(Problem description) Within the data that follows, set down exactly the lines from the one containing "height:22px; margin:-11px; padding:0" through the one containing "translate:-50% -50%; white-space:nowrap;", both ends included.

Records for this exercise below:

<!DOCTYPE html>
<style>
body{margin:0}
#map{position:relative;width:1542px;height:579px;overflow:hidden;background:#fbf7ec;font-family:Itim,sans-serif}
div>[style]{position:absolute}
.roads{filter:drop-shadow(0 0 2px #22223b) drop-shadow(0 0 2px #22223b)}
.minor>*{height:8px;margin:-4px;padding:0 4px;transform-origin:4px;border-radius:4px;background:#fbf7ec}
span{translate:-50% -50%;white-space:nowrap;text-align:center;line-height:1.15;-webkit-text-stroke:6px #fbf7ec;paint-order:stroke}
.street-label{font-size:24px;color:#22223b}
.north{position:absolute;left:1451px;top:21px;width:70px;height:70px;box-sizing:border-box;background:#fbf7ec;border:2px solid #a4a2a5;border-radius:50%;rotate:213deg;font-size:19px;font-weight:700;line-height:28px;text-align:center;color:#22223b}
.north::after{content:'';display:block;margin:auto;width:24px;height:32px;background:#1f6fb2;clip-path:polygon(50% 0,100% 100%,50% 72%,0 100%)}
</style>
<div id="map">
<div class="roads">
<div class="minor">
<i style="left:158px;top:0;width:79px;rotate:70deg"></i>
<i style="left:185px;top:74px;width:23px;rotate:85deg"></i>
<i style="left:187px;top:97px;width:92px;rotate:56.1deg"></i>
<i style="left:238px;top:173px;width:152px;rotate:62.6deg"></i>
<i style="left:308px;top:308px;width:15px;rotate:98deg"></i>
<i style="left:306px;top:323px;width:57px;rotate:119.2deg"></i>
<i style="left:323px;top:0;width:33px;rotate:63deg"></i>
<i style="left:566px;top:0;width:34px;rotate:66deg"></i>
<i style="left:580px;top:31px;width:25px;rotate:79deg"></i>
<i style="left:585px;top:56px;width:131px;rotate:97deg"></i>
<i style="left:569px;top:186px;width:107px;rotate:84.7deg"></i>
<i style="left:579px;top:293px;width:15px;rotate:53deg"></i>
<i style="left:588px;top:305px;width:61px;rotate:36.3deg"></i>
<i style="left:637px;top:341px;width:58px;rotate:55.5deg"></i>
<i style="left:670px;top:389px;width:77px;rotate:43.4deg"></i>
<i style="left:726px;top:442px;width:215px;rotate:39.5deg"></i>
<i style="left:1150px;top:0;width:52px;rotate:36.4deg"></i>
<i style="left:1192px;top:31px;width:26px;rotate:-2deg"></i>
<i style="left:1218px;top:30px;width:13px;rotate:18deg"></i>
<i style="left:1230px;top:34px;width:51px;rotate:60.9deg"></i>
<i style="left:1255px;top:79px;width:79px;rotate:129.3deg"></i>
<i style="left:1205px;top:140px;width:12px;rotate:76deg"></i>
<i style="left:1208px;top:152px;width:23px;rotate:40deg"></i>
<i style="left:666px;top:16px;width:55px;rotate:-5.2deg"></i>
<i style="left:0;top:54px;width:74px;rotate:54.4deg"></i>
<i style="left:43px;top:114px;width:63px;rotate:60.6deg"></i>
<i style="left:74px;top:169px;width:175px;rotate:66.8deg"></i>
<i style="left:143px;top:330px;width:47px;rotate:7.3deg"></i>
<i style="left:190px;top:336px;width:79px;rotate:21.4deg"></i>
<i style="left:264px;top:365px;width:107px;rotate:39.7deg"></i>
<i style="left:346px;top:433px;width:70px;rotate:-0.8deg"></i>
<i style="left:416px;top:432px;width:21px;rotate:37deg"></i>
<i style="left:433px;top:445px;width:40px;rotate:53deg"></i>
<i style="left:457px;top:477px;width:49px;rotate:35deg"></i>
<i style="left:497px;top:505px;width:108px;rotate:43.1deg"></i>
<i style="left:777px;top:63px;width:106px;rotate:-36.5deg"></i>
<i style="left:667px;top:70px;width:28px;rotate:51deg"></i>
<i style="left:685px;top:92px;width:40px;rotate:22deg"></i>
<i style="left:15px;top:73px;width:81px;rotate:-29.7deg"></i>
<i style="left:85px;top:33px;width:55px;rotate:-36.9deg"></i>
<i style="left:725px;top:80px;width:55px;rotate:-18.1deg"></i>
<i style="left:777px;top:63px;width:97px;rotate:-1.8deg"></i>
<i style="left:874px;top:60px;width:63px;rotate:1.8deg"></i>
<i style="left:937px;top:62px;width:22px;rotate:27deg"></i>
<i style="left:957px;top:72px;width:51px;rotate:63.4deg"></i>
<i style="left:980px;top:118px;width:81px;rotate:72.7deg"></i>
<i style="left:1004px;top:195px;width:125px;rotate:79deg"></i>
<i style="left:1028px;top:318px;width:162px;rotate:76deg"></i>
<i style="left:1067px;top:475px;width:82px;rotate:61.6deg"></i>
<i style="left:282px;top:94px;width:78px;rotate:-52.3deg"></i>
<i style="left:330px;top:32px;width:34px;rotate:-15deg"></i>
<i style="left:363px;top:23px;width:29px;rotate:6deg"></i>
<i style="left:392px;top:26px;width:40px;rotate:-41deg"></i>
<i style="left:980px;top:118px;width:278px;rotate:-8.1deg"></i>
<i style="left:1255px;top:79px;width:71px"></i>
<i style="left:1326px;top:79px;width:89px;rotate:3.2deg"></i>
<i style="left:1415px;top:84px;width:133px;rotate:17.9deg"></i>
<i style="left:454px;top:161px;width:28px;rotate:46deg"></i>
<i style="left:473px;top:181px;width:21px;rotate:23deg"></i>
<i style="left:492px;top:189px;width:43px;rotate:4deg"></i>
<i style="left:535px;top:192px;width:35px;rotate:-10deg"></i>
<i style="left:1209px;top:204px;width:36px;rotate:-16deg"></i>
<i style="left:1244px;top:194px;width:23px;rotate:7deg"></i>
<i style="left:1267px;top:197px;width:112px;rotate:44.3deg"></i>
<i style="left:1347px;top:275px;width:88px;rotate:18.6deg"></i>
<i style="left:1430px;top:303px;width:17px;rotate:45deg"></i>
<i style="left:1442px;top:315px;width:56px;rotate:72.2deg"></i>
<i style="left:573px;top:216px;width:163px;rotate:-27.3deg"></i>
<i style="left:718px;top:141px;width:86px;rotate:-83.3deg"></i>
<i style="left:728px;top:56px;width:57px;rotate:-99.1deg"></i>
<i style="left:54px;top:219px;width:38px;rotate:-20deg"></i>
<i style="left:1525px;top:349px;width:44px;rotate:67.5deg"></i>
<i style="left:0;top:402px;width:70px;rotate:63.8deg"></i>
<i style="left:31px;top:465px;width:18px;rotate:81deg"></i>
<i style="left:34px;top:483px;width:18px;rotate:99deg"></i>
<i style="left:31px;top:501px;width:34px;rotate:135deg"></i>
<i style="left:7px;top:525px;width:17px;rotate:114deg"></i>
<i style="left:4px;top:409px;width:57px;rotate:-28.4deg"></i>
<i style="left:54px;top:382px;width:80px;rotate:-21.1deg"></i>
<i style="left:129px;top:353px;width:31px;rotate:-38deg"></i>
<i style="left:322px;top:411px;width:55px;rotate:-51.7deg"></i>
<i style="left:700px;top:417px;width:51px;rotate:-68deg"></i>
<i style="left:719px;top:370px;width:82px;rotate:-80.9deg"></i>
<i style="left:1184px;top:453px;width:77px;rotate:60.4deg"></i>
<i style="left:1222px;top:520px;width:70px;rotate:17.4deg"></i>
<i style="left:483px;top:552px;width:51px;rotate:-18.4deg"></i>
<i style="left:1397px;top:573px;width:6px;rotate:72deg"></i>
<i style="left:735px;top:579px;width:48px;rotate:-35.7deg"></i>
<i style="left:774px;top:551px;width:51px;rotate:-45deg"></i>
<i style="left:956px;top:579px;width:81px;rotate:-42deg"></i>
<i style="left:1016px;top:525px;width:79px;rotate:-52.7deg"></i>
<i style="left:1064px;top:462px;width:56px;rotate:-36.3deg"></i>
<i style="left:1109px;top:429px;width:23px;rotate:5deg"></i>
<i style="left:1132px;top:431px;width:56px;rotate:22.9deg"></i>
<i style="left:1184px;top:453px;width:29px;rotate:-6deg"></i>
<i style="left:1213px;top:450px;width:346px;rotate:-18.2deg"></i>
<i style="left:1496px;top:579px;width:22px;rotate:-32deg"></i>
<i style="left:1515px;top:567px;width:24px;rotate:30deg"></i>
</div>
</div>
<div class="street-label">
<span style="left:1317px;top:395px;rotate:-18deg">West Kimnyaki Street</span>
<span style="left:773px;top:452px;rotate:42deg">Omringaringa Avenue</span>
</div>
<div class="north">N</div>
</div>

End of Records for this exercise.
Records for this exercise below:

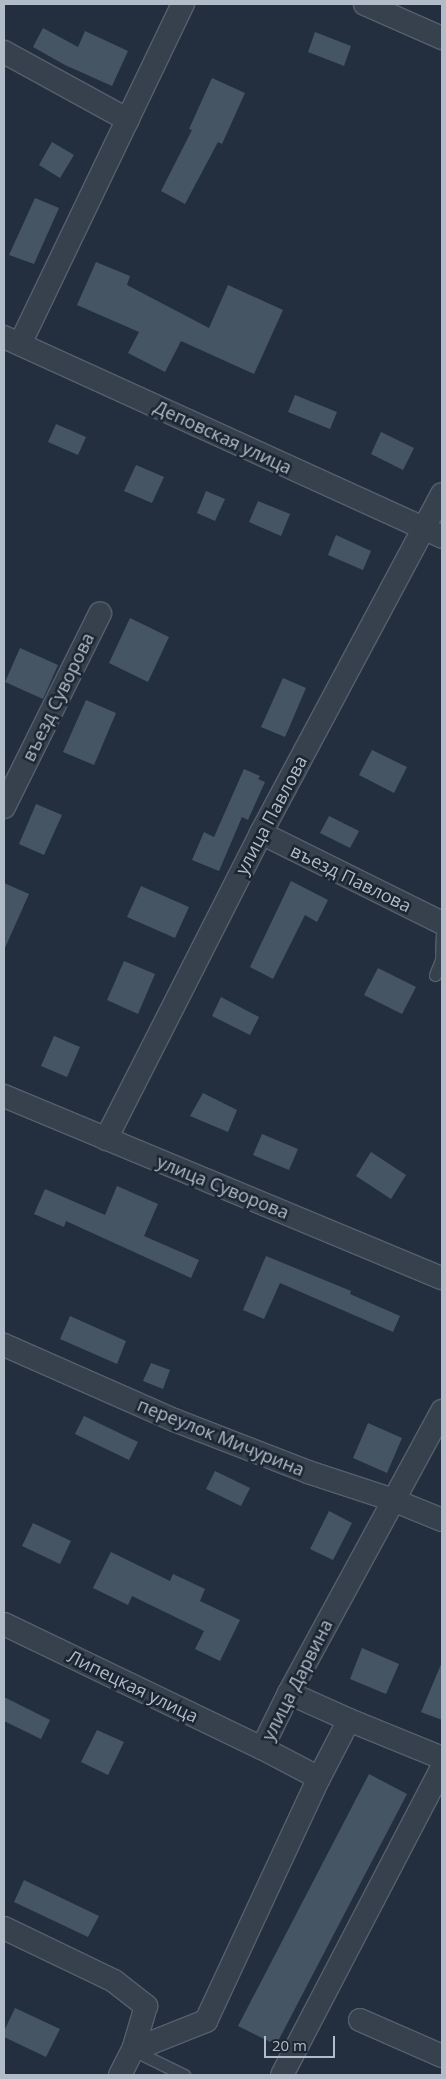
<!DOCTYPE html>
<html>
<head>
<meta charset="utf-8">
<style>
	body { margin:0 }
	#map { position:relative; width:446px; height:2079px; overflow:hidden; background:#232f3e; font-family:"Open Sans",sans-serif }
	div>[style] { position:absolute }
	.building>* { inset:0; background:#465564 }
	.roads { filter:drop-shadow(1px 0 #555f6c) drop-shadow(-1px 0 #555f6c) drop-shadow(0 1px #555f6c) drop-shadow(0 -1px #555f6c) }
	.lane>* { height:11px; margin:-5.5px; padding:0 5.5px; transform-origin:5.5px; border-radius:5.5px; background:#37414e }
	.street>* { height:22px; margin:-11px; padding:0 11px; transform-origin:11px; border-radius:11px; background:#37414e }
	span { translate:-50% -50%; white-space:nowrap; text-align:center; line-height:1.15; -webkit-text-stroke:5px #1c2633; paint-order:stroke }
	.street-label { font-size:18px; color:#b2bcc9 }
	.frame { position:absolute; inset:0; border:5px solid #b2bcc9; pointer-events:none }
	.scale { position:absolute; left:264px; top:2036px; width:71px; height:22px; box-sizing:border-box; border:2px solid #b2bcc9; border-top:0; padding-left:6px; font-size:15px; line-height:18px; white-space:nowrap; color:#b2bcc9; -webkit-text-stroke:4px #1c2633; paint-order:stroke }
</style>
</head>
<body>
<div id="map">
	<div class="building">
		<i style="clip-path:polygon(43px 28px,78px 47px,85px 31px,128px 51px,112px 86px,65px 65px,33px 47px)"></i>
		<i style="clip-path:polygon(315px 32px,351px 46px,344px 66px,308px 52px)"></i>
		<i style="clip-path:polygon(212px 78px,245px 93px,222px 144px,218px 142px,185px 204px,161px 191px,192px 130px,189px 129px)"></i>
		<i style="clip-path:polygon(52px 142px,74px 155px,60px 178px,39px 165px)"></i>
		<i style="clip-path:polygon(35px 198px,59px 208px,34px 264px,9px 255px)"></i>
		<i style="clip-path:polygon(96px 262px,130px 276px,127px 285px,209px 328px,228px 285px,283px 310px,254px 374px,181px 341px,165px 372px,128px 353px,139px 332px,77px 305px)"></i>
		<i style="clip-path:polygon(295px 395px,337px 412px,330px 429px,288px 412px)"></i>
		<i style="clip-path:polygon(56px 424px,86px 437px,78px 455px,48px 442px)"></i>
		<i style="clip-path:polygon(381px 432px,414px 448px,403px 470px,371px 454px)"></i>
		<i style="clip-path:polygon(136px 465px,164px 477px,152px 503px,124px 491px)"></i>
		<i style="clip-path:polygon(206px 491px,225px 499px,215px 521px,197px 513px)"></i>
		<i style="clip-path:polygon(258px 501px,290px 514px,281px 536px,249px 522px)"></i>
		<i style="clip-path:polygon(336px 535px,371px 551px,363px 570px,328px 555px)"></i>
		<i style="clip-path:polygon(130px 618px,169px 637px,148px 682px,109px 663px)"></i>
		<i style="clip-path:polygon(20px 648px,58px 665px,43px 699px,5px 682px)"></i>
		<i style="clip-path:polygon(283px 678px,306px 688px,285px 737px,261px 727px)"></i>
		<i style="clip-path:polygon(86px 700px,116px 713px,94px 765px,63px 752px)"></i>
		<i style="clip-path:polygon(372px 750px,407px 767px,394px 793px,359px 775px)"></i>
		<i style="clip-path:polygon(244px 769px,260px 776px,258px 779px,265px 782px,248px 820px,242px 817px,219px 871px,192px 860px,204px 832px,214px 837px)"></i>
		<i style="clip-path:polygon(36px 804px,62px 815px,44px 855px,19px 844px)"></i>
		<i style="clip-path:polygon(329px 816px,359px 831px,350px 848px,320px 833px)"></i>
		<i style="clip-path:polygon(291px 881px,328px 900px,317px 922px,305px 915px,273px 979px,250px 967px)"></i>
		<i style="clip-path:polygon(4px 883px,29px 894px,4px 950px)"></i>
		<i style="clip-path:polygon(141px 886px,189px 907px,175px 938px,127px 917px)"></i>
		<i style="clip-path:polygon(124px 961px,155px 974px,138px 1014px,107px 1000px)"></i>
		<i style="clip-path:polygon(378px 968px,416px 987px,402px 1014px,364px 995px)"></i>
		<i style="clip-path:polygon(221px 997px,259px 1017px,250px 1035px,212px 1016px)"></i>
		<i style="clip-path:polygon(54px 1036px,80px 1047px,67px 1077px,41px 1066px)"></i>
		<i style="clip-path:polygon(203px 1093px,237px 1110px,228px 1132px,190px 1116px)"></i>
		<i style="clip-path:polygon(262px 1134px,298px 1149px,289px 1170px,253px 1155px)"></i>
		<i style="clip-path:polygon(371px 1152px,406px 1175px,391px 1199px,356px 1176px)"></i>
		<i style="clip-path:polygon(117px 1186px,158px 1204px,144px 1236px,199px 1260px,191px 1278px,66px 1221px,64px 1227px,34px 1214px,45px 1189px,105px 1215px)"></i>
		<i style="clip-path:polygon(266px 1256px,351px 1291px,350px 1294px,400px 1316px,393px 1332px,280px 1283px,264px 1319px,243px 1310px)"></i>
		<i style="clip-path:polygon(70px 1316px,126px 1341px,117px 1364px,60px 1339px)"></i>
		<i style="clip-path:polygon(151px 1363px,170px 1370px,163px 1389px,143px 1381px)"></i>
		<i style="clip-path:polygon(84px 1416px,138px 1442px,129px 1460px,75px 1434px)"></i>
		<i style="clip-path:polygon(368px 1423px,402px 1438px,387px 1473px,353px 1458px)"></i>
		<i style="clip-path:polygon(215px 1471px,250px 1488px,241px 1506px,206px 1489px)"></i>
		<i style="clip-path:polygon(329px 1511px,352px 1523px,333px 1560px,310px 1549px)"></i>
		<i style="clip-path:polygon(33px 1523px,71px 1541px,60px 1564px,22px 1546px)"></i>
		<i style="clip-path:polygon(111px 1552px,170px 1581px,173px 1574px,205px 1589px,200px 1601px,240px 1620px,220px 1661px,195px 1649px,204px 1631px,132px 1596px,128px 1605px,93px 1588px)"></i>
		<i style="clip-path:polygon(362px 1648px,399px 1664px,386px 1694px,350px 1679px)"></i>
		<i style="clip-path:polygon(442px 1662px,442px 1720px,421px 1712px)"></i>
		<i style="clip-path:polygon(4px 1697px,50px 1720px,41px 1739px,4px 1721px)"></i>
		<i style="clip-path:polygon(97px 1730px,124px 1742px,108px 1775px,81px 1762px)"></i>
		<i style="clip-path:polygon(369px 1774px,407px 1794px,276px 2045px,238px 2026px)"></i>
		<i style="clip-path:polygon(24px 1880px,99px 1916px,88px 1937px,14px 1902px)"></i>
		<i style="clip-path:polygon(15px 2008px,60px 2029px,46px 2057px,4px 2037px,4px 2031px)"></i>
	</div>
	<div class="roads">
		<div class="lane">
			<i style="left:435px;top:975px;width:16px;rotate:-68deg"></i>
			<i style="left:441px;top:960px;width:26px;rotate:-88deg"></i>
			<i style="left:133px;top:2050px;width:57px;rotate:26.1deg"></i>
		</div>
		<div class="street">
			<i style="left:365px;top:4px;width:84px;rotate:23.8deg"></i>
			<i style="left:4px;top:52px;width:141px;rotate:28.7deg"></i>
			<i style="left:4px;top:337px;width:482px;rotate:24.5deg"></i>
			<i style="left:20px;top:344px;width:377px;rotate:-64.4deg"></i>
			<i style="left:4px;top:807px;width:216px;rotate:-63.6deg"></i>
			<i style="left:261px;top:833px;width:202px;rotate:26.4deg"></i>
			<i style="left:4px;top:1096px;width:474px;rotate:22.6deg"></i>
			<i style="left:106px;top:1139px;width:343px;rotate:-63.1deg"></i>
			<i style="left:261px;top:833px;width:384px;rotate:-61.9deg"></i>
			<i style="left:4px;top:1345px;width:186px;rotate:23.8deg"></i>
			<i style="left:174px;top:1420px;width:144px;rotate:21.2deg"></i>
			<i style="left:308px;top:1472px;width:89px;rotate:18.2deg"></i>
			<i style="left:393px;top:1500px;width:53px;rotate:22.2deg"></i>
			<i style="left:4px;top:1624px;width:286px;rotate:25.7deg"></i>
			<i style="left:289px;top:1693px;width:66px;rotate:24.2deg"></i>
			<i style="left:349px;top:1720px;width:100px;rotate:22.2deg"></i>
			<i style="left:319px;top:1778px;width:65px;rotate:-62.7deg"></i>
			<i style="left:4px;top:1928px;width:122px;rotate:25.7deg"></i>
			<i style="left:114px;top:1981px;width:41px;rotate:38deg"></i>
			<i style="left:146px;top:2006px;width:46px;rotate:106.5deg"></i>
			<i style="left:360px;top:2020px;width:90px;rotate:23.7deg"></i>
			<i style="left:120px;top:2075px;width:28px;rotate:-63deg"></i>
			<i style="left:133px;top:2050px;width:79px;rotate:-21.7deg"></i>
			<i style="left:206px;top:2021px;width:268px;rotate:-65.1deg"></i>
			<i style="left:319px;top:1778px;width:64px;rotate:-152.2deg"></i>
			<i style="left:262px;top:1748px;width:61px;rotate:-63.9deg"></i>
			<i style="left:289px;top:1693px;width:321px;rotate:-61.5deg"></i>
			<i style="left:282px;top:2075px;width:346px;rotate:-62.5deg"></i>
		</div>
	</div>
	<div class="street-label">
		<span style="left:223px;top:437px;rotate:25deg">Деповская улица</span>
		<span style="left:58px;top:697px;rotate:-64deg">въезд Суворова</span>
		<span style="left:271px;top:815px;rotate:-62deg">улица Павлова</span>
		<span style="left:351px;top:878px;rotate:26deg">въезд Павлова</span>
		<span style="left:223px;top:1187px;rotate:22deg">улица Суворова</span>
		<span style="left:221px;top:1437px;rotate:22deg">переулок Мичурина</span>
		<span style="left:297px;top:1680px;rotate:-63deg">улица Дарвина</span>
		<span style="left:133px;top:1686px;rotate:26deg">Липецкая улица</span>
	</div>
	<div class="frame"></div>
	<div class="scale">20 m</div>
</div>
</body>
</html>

End of Records for this exercise.

(Exercise answer)
	.street>* { height:22px; margin:-11px; padding:0 11px; transform-origin:11px; border-radius:11px; background:#37414e }
	span { translate:-50% -50%; white-space:nowrap; text-align:center; line-height:1.15; -webkit-text-stroke:5px #1c2633; paint-order:stroke }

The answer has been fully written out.